* Problem to work on
No pictures, nothing altered: return the data below.

* Entries supplied

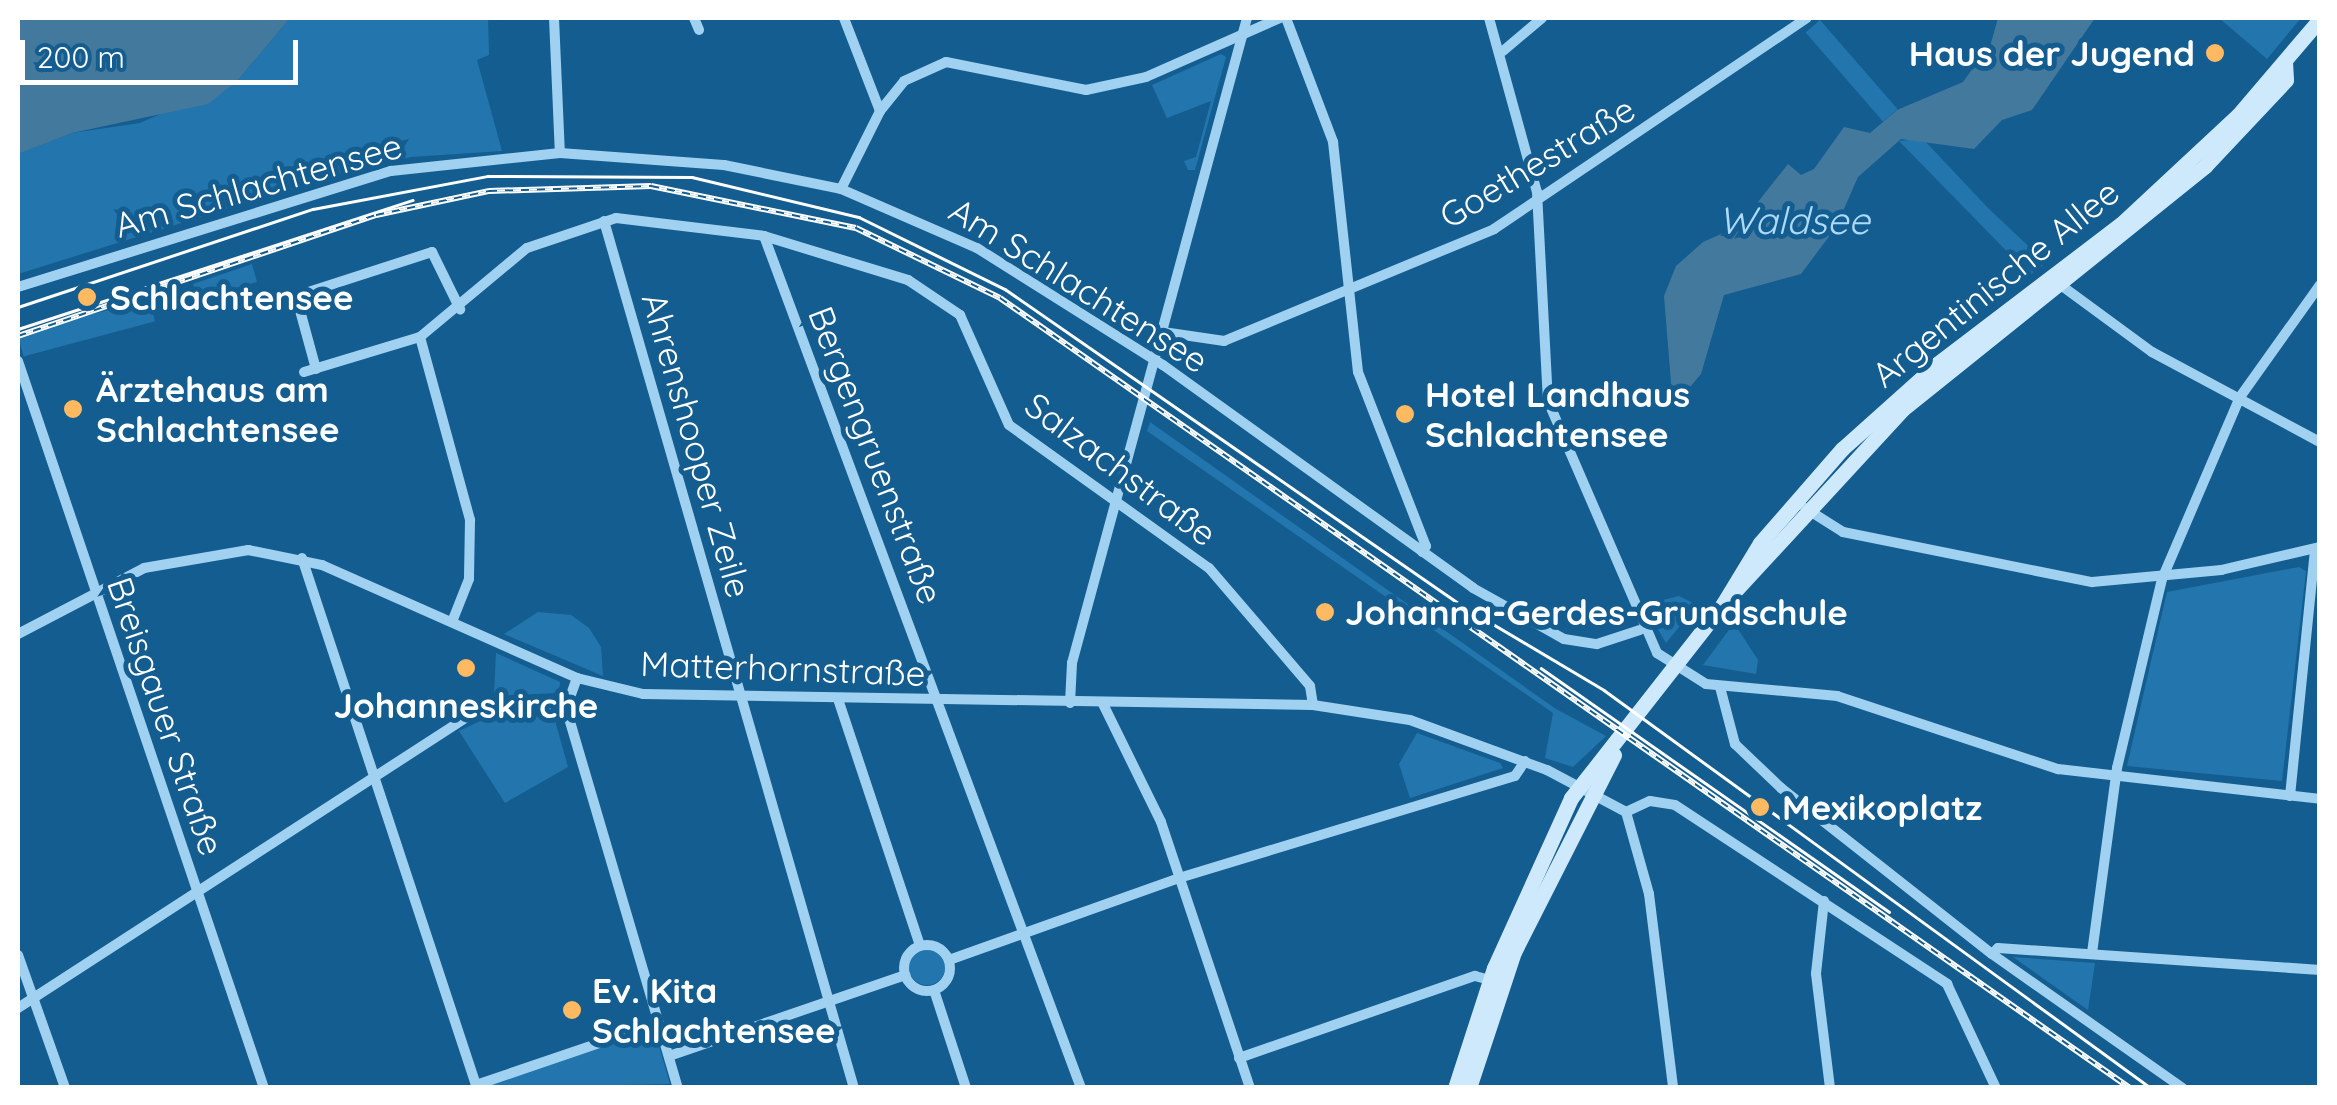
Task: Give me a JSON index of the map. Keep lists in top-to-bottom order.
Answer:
{
  "streets": {
    "main road": ["Argentinische Allee"],
    "street": [
      "Goethestraße",
      "Am Schlachtensee",
      "Ahrenshooper Zeile",
      "Bergengruenstraße",
      "Salzachstraße",
      "Matterhornstraße",
      "Breisgauer Straße"
    ]
  },
  "crossings": [
    ["Ahrenshooper Zeile", "Salzachstraße"],
    ["Ahrenshooper Zeile", "Matterhornstraße"],
    ["Bergengruenstraße", "Salzachstraße"],
    ["Bergengruenstraße", "Matterhornstraße"],
    ["Salzachstraße", "Matterhornstraße"],
    ["Matterhornstraße", "Breisgauer Straße"]
  ],
  "water": ["Waldsee"],
  "places": [
    "Haus der Jugend",
    "Schlachtensee",
    "Ärztehaus am Schlachtensee",
    "Hotel Landhaus Schlachtensee",
    "Johanna-Gerdes-Grundschule",
    "Johanneskirche",
    "Mexikoplatz",
    "Ev. Kita Schlachtensee"
  ],
  "scale_bar": "200 m"
}
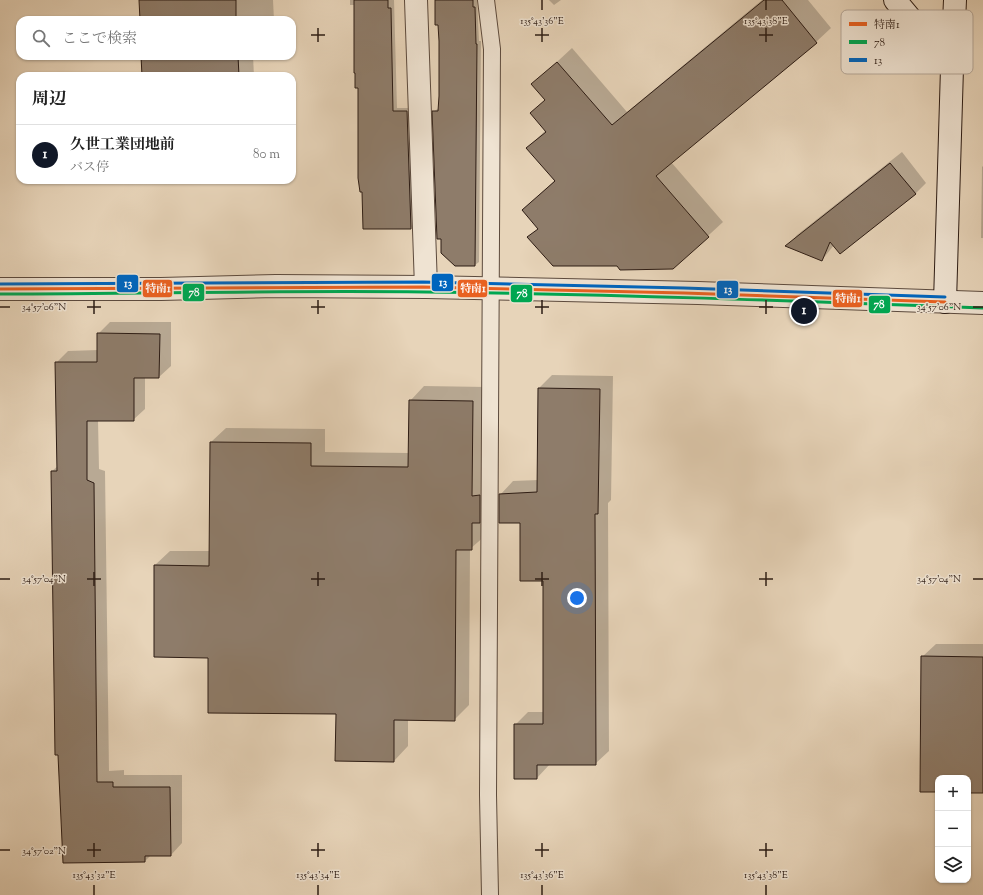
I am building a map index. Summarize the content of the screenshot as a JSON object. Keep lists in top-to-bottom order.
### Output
{
  "lines": ["transit line 13", "transit line 特南1", "transit line 78"],
  "legend": ["特南1", "78", "13"],
  "page": {
    "search": "ここで検索",
    "heading": "周辺",
    "list": [
      {
        "mark": "1",
        "name": "久世工業団地前",
        "note": "バス停",
        "value": "80 m"
      }
    ],
    "pins": "1",
    "map_buttons": ["+", "−"]
  },
  "coordinates": [
    "135°43'36\"E",
    "135°43'38\"E",
    "34°57'06\"N",
    "34°57'04\"N",
    "34°57'02\"N",
    "135°43'32\"E",
    "135°43'34\"E"
  ]
}
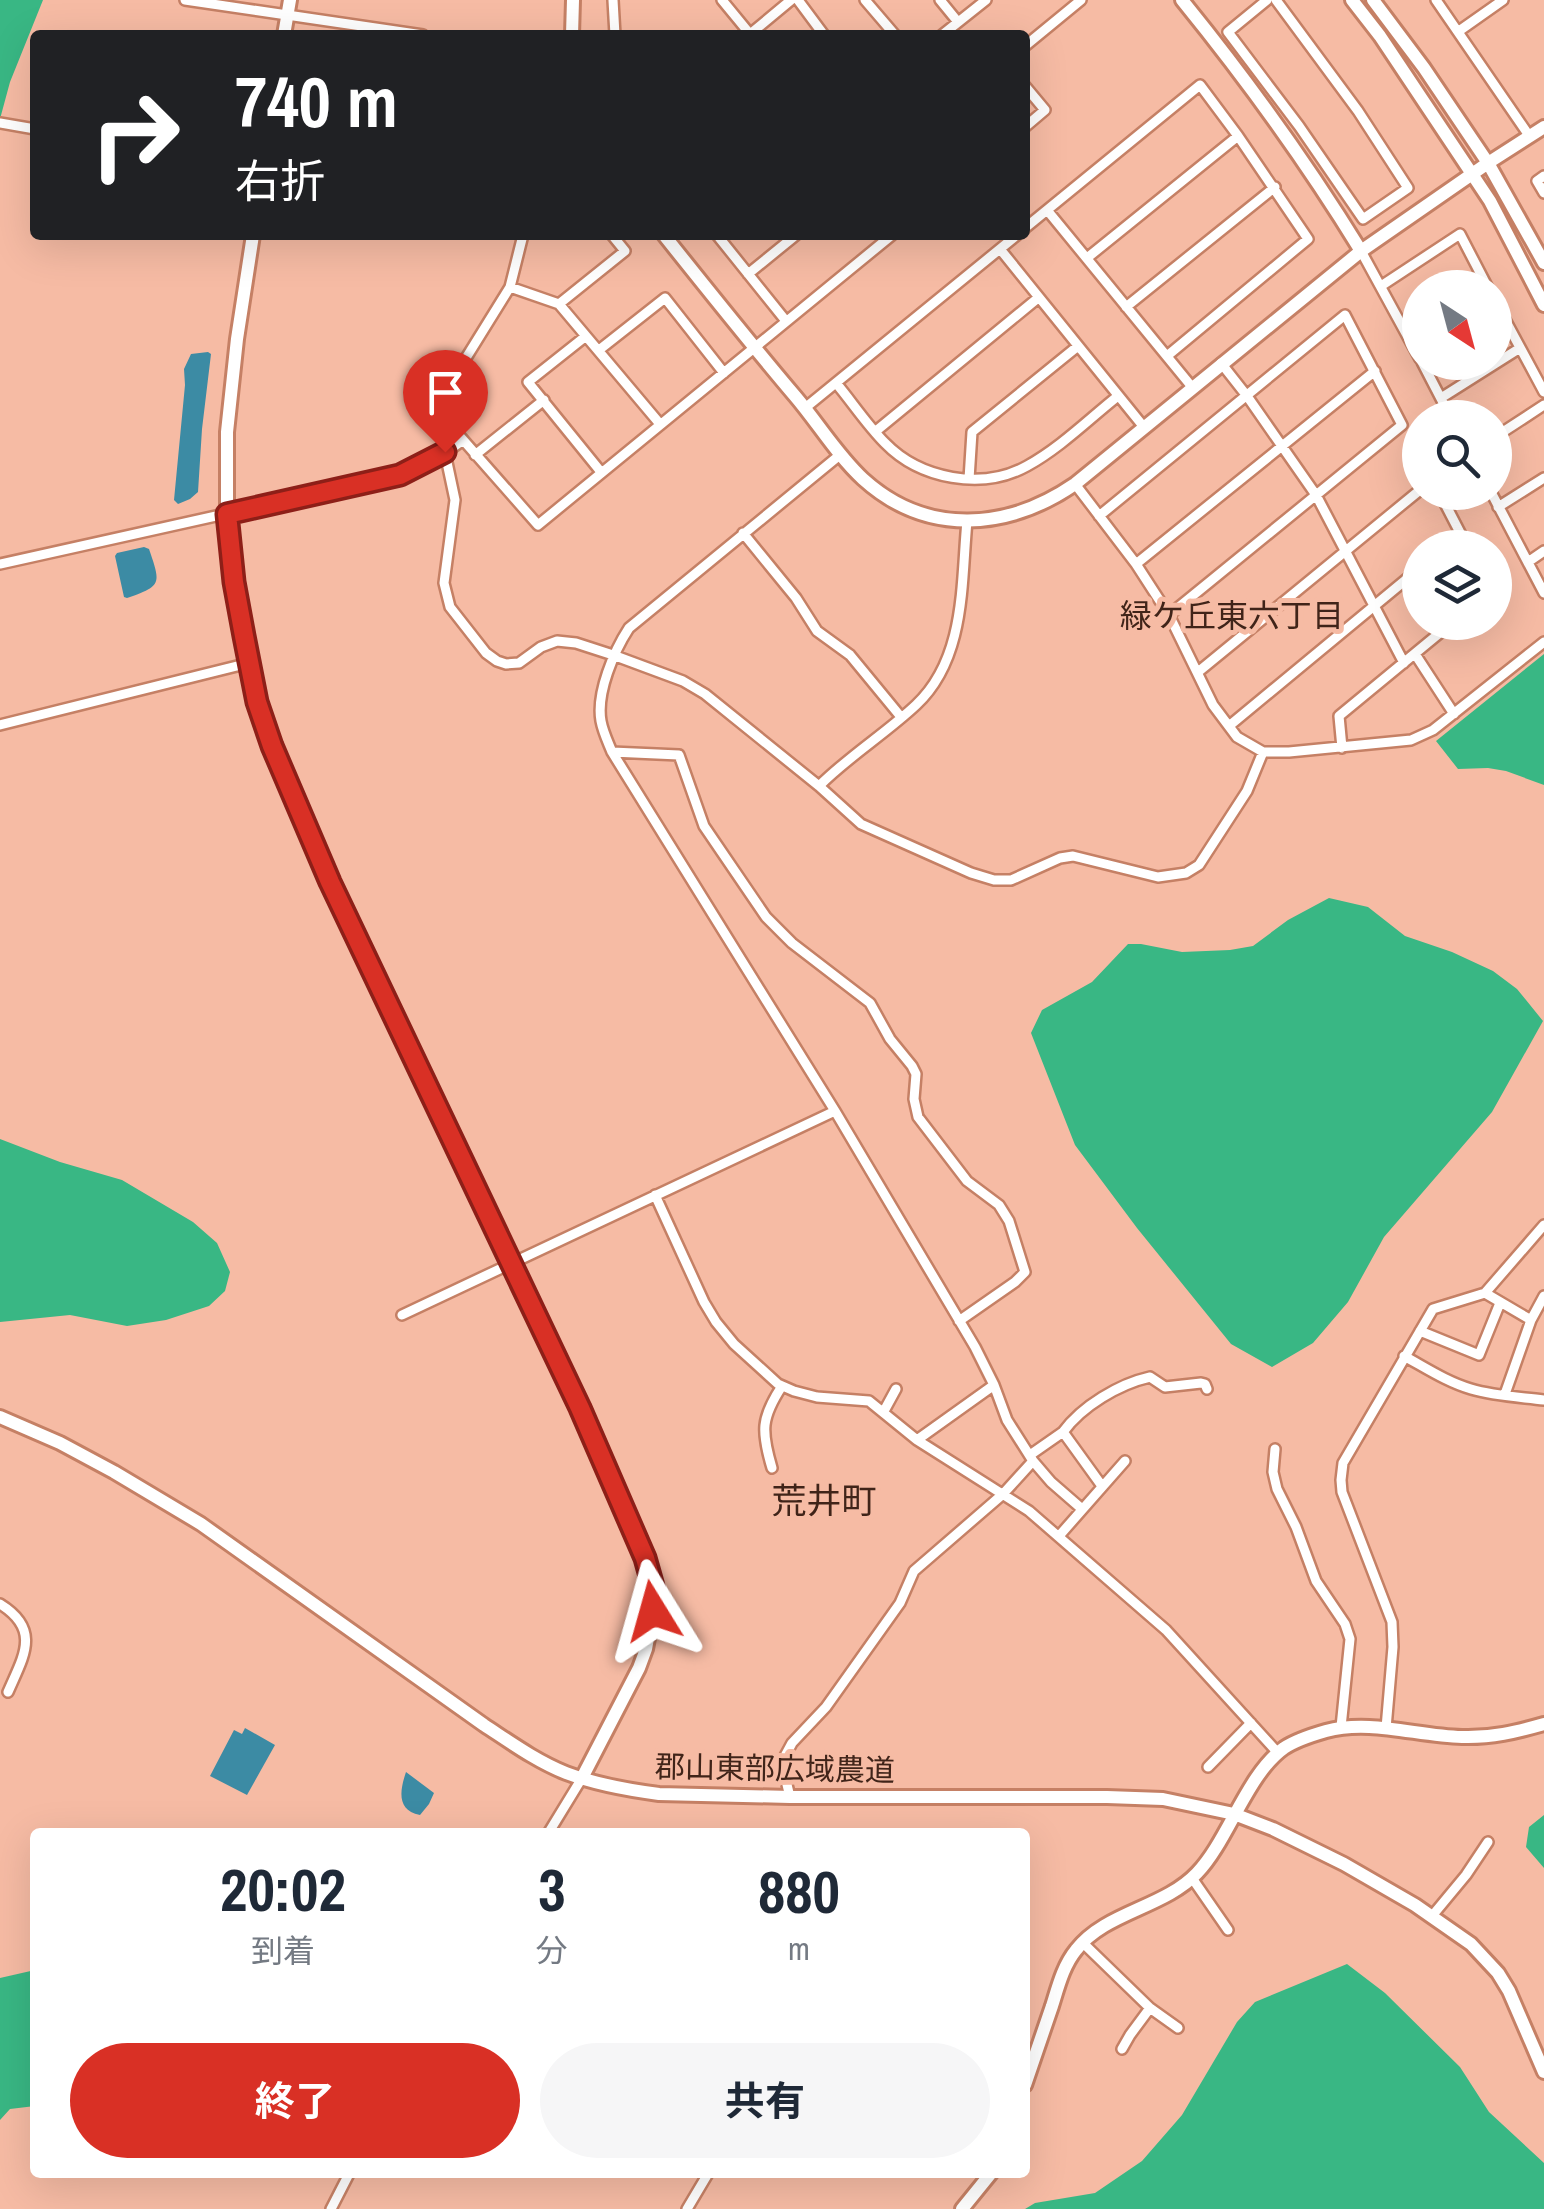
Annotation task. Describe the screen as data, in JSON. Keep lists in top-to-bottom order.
{
  "streets": {
    "street": ["郡山東部広域農道"]
  },
  "districts": ["緑ケ丘東六丁目", "荒井町"],
  "north": "bottom right",
  "page": {
    "turn": ["740 m", "右折"],
    "eta": [
      "20:02",
      "到着",
      "3",
      "分",
      "880",
      "m"
    ],
    "buttons": ["終了", "共有"]
  }
}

* Solved exercise
Task: Give me a JSON index of the map. Keep lists in top-to-bottom order.
Answer:
{
  "streets": {
    "main road": ["Argentinische Allee"],
    "street": [
      "Goethestraße",
      "Am Schlachtensee",
      "Ahrenshooper Zeile",
      "Bergengruenstraße",
      "Salzachstraße",
      "Matterhornstraße",
      "Breisgauer Straße"
    ]
  },
  "crossings": [
    ["Ahrenshooper Zeile", "Salzachstraße"],
    ["Ahrenshooper Zeile", "Matterhornstraße"],
    ["Bergengruenstraße", "Salzachstraße"],
    ["Bergengruenstraße", "Matterhornstraße"],
    ["Salzachstraße", "Matterhornstraße"],
    ["Matterhornstraße", "Breisgauer Straße"]
  ],
  "water": ["Waldsee"],
  "places": [
    "Haus der Jugend",
    "Schlachtensee",
    "Ärztehaus am Schlachtensee",
    "Hotel Landhaus Schlachtensee",
    "Johanna-Gerdes-Grundschule",
    "Johanneskirche",
    "Mexikoplatz",
    "Ev. Kita Schlachtensee"
  ],
  "scale_bar": "200 m"
}
I am building a map index. Summarize the content of the screenshot as a JSON object. Keep lists in top-to-bottom order.
### Output
{
  "lines": ["transit line 13", "transit line 特南1", "transit line 78"],
  "legend": ["特南1", "78", "13"],
  "page": {
    "search": "ここで検索",
    "heading": "周辺",
    "list": [
      {
        "mark": "1",
        "name": "久世工業団地前",
        "note": "バス停",
        "value": "80 m"
      }
    ],
    "pins": "1",
    "map_buttons": ["+", "−"]
  },
  "coordinates": [
    "135°43'36\"E",
    "135°43'38\"E",
    "34°57'06\"N",
    "34°57'04\"N",
    "34°57'02\"N",
    "135°43'32\"E",
    "135°43'34\"E"
  ]
}
Annotation task. Describe the screen as data, in JSON. Keep lists in top-to-bottom order.
{
  "streets": {
    "street": ["郡山東部広域農道"]
  },
  "districts": ["緑ケ丘東六丁目", "荒井町"],
  "north": "bottom right",
  "page": {
    "turn": ["740 m", "右折"],
    "eta": [
      "20:02",
      "到着",
      "3",
      "分",
      "880",
      "m"
    ],
    "buttons": ["終了", "共有"]
  }
}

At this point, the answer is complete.